EXERCISE DIRECTIONS:
If a line in the records contains the string "Cardoso", show that line.

INPUT:
+ + + + +

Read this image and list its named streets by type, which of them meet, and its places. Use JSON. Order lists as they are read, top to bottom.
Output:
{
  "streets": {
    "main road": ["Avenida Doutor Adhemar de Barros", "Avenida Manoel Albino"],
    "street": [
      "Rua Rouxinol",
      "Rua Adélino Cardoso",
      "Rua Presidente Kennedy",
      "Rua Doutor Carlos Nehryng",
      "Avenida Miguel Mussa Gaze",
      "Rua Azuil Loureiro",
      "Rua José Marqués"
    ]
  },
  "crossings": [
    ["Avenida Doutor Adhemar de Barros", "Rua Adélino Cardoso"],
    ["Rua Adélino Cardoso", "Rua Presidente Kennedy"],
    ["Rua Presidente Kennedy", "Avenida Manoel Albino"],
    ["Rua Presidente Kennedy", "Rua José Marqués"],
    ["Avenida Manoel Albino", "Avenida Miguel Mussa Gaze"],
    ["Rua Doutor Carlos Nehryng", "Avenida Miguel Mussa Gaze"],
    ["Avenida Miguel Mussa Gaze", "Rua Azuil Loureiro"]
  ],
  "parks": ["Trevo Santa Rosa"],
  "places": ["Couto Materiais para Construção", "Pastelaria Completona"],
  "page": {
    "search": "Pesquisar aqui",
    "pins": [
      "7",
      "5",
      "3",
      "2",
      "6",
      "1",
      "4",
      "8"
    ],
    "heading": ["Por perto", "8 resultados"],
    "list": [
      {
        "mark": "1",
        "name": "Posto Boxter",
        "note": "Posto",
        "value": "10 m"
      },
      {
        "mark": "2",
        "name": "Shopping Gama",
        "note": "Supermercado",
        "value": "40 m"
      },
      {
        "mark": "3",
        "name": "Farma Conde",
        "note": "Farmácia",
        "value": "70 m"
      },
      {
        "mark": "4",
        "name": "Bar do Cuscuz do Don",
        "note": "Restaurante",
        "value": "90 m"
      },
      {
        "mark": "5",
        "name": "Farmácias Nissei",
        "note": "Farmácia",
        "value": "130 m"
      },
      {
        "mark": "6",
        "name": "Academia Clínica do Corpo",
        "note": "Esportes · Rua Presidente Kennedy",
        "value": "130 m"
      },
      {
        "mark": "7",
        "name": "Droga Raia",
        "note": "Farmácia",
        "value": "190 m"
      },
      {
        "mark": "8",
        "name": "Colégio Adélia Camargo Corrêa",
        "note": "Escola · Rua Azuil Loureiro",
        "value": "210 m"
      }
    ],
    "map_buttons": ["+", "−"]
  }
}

+ + + + +

SOLUTION TO THE PROBLEM:
      "Rua Adélino Cardoso",
    ["Avenida Doutor Adhemar de Barros", "Rua Adélino Cardoso"],
    ["Rua Adélino Cardoso", "Rua Presidente Kennedy"],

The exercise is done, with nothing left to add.